When the dough has the shape you want (about 9-12 inches/23-30 cm in diameter - for a 6 ounces/180g piece of dough), place it on the back of the jelly pan, making sure there is enough semolina/durum flour or cornmeal to allow it to slide and not stick to the pan.

Lightly top it with sweet or savory toppings of your choice.

NOTE: Remember that the best pizzas are topped not too generously. No more than 3 or 4 toppings (including sauce and cheese) are sufficient.

Slide the garnished pizza onto the stone in the oven or bake directly on the jelly pan. Close the door and bake for about 5-8 minutes.

NOTE: After 2 minutes baking, take a peek.
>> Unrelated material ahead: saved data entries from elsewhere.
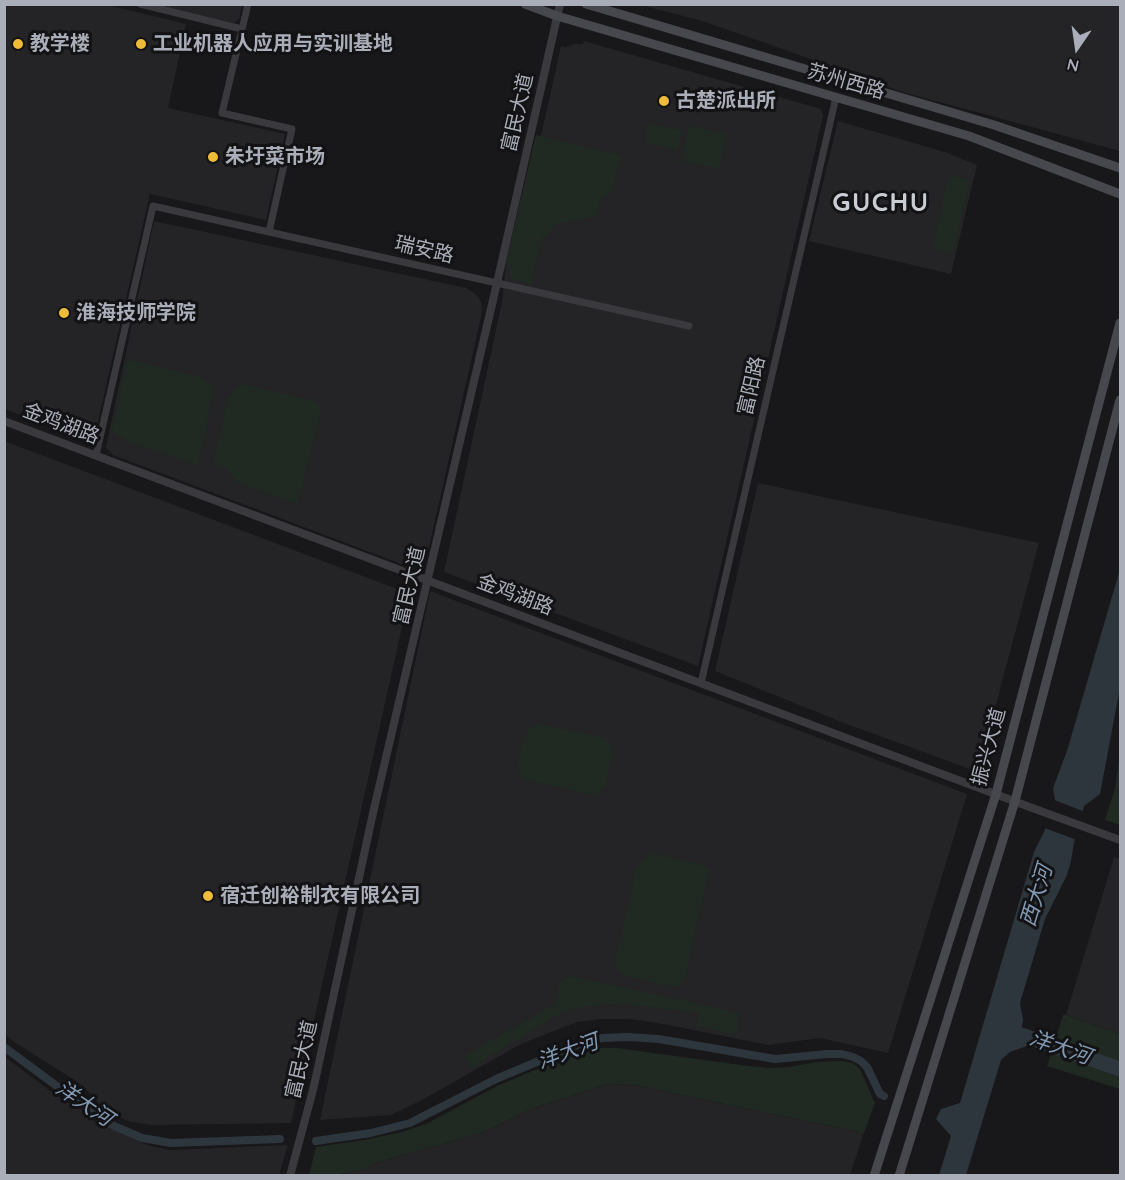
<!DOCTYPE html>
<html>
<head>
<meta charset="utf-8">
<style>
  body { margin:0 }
  #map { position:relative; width:1125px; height:1180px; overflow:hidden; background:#181719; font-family:Quicksand,sans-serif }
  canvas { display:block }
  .frame { position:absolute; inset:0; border:6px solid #aaaeb9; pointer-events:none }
  .north { position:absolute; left:1047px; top:18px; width:60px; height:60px; -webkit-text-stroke:4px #131214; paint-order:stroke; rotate:193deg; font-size:16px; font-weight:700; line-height:24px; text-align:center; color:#aaaeb9 }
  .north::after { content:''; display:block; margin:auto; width:21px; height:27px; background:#aaaeb9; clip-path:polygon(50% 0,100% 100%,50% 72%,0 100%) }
</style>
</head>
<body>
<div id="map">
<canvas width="1125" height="1180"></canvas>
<div class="frame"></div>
<div class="north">N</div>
</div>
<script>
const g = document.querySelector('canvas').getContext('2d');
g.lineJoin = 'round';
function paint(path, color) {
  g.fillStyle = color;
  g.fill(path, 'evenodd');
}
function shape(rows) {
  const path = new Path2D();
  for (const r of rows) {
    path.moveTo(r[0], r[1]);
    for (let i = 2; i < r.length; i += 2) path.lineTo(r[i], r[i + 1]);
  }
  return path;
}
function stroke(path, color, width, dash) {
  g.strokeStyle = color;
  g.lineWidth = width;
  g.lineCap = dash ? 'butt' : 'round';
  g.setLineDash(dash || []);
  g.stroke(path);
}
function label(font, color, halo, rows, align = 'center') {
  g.font = font + ' Quicksand,"Noto Sans SC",sans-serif';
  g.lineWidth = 6;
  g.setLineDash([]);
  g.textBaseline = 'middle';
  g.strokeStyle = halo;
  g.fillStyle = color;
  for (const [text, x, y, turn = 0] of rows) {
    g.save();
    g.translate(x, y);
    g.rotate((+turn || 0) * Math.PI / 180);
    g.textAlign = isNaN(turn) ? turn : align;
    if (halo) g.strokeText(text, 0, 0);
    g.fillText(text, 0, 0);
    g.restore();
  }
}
const built = shape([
  [4,5,108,5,186,24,168,108,285,134,266,220,150,194,93,443,5,409],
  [153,5,242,5,239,19,234,23],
  [641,5,1120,5,1120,151,899,91,780,48,702,21],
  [584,41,821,109,823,116,698,666,444,572,502,302,506,262,536,135,541,136,561,46,566,47,574,44,583,44],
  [838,121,945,152,977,165,951,274,809,241],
  [154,221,466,288,474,293,479,298,482,305,481,317,426,560,422,564,416,566,407,566,113,455,108,450,106,447],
  [4,441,400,590,406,595,407,605,291,1123,152,1125,132,1122,112,1115,104,1110,93,1096,76,1081,14,1042,5,1034],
  [758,483,1039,543,978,772,844,723,715,671],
  [430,591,967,794,888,1053,820,1038,768,1045,663,1024,630,1019,602,1019,577,1022,521,1044,422,1100,391,1115,320,1120],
  [1114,857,1120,859,1120,1034,1066,1015],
  [5,1057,65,1102,74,1104,80,1108,92,1120,147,1145,169,1150,288,1145,279,1175,5,1175],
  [608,1084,634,1085,864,1133,850,1175,334,1176,362,1170,375,1163,482,1133,531,1109]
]);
const green = shape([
  [648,123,682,130,678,150,644,142],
  [689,126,726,134,719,169,682,161],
  [536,135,621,155,612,192,600,201,596,217,556,224,548,234,541,239,532,277,533,285,516,280,511,277,506,262],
  [949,175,970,180,953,254,932,249],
  [132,360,200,377,210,383,213,388,213,394,198,465,129,442,112,432,126,364,129,361],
  [243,384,316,401,319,403,321,408,298,504,238,483,226,469,222,467,213,464,228,398,235,388],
  [537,724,605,737,610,742,613,755,607,781,600,792,595,795,534,782,523,778,519,773,517,765,523,740,529,729],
  [1120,755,1120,825,1105,820,1115,789],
  [652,854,657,854,706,866,709,869,684,981,681,984,676,987,625,976,619,970,615,962,636,869,642,860],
  [572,976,736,1012,739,1014,738,1030,735,1034,697,1026,699,1013,631,1005,608,1004,577,1008,561,1013,471,1068,464,1056,554,1005,557,995,558,982],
  [1063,1015,1066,1015,1120,1034,1120,1089,1047,1066],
  [593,1048,617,1048,748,1066,770,1068,789,1067,817,1062,841,1061,852,1063,860,1069,875,1103,864,1133,634,1085,608,1084,531,1109,482,1133,375,1163,362,1170,334,1175,309,1175,316,1147,364,1140,402,1132,426,1124,497,1086,561,1059]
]);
const water = shape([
  [1120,569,1120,688,1100,794,1084,806,1075,837,1071,861,1067,875,1045,919,1020,1003,1023,1020,1021,1030,1030,1035,1027,1046,1010,1052,1001,1060,966,1175,939,1175,951,1136,936,1119,941,1109,960,1103,1034,852,1044,832,1055,801,1053,788,1067,751]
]);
const pier = shape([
  [1052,799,1085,812,1077,840,1042,827]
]);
const canal = shape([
  [4,1047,100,1118,114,1126,142,1138,171,1143,280,1139],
  [316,1141,371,1133,410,1123,496,1079,584,1042,603,1038,627,1037,659,1039,775,1059,827,1054,842,1054,853,1057,861,1061,867,1067,880,1094,884,1096]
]);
const river = shape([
  [1010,1031,1120,1069]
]);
const minor = shape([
  [140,4,242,29],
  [248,4,222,113,292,129,269,232],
  [96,455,153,206,689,326],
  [701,683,836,97]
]);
const tertiary = shape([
  [4,421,1035,809,1120,840],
  [290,1176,314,1086,373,813,497,283,560,4]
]);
const secondary = shape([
  [525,4,557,16,969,136,1120,194],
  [586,4,994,125,1120,168],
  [874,1176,996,794,1120,323],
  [899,1176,1015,801,1120,400]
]);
const markers = [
  [18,44,6,"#eebb3b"],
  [141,44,6,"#eebb3b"],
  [664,101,6,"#eebb3b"],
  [213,157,6,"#eebb3b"],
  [64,313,6,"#eebb3b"],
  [208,896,6,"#eebb3b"]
];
const poiNames = [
  ["教学楼",30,44],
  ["工业机器人应用与实训基地",153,44],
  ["古楚派出所",676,101],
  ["朱圩菜市场",225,157],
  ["淮海技师学院",76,313],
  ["宿迁创裕制衣有限公司",220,896]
];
const streetNames = [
  ["苏州西路",846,82,16],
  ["富民大道",518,113,-77],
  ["瑞安路",424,250,13],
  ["富阳路",752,386,-77],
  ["金鸡湖路",61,424,21],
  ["富民大道",410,586,-77],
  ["金鸡湖路",515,595,21],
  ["振兴大道",989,747,-75],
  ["富民大道",302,1060,-77]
];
const waterNames = [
  ["西大河",1037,896,-73],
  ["洋大河",1060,1048,19],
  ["洋大河",568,1052,-20],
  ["洋大河",84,1104,34]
];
const districtNames = [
  ["GUCHU",881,203]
];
paint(built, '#242326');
paint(green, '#212923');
paint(water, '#2e363d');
paint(pier, '#181719');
stroke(canal, '#2e363d', 8);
stroke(river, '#2e363d', 15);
stroke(minor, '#39393e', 7);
stroke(tertiary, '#39393e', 8);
stroke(secondary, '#47484e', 9);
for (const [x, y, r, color] of markers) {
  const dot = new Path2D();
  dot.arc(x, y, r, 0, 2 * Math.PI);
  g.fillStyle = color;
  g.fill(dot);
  stroke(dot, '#131214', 2);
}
label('bold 20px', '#aaaeb9', '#131214', poiNames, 'left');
label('20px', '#aaaeb9', '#131214', streetNames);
label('italic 21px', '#829ab3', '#131214', waterNames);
g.letterSpacing = '1.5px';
label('bold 26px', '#cbcdd5', '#131214', districtNames);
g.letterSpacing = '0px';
</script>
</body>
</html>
For an even baking, rotate 180°.If the top gets done before the bottom, you will need to move the stone or jelly pane to a lower shelf before the next round. On the contrary, if the bottom crisps before the cheese caramelizes, then you will need to raise the stone or jelly pan.

Take the pizza out of the oven and transfer it to a cutting board or your plate. In order to allow the cheese to set a little, wait 3-5 minutes before slicing or serving.


Anonymous said...

Wow, you were really ambitious. Your pizzas look terrific. I am very impressed. Great job!

Meryl said...

Very nice tossing!

Engineer Baker said...

I love the classic margherita, and I'm impressed that you could even get a fuzzy tossing photo - mine failed every time!

Jo said...

Great job on your pizza. I enjoyed this recipe very much.

Sarah said...

How fun. I didn't know part of the challenge was to toss the dough. Your toppings look yummy.